Re: Proposed text on reliability in the web services architecture

----- Original Message -----
From: "Assaf Arkin" <arkin@intalio.com>
To: "Miles Sabin" <miles@milessabin.com>; <www-ws-arch@w3.org>
Sent: Wednesday, January 22, 2003 5:52 PM
Subject: RE: Proposed text on reliability in the web services architecture


>
> Here's my view of thing (abriged version).
>
> In a perfect world where messages are never lost, one way flows do not
> assure any level of reliability. If I send a request to buy products X/Y
> which I expect to be shipped within 2~3 weeks, the message gets processed
> but the products are not available (book out of print), I have to wait 3
> weeks to determine that I will not receive my product.

You're mixing apples and oranges here.  In a perfect world where
messages are never lost, message reliability is axiomatic and assumed.
But above where you'd be waiting 3 weeks because while messaging
was perfect, the supply chain wasn't, the thing that's missing is app
level coordination, not reliability of messaging.  Apples and oranges.
Applications and orangutans.  Whatever.

>
> That's a bad proposition. I would like to receive at some point (say 8
hours
> later) a message confirming whether the delivery would be made or not.
> That's how I achieve reliablity of the application, and I cannot think of
> any other way.

I'd rather interact with an application that can tell me immediately (i.e.,
fast enough for synchronous exchange) what the state of supply is, or a
piece of meta-supply-state that means "not sure if we can fulfill".
Remember
this RM stuff is supposed to be in service of real and robust business
applications.  That being the case, it does no good to assume badly
designed applications as the basis (requirements) for RM features.

Note that your paragraph above can be summarized by saying that
reliability of the application is a matter of State Transfer.  True?

>
> In a non-perfect world messages may be lost. The fact that a message has
> been lost means I will have to wait 8 hours to determine that. This is a
> lousy failure detection algorithm. Why wait 8 hours?

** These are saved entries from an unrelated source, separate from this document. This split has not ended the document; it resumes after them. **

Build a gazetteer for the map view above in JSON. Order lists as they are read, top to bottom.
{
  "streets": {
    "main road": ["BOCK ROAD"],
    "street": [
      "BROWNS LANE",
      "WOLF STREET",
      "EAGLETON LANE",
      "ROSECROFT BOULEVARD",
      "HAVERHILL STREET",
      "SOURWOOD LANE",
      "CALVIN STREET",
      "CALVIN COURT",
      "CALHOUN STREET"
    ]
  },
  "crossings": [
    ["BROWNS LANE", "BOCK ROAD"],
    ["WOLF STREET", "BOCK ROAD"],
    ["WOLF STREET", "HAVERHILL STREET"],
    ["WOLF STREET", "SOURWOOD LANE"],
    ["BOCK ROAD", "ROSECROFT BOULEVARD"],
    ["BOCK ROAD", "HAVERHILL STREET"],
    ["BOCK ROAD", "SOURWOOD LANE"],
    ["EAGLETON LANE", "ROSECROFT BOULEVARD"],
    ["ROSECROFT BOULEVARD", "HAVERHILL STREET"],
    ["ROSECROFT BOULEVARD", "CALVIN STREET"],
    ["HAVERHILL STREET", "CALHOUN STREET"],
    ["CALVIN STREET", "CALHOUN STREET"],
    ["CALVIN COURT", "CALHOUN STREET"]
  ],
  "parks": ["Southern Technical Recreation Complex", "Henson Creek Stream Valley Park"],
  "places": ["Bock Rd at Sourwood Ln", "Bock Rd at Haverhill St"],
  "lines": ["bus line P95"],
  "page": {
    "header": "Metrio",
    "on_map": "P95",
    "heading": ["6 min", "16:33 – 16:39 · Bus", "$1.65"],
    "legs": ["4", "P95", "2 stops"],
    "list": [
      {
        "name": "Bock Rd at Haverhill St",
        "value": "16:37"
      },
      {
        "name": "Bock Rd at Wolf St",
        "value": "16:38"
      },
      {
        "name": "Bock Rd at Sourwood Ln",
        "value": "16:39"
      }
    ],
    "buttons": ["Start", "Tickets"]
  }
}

Note that this problem has been "swept" by the more important
problem above, and its solution.  Let's optimize and solve this problem
only once, at the application level.  Do you favor optimization?

>
> Let's say I do synchronous delivery using TCP. I start sending the message
> and near the end the TCP connection drops. I can say "fine, I think the
> message got there", or I can say "oh, oh, message loss". In the first case
I
> would wait 8 hours to determine whether the message was
delivered/processed.
> In the second case I am more responsive, I can react immediately by
openning
> another connection and sending it again. I am doing RM.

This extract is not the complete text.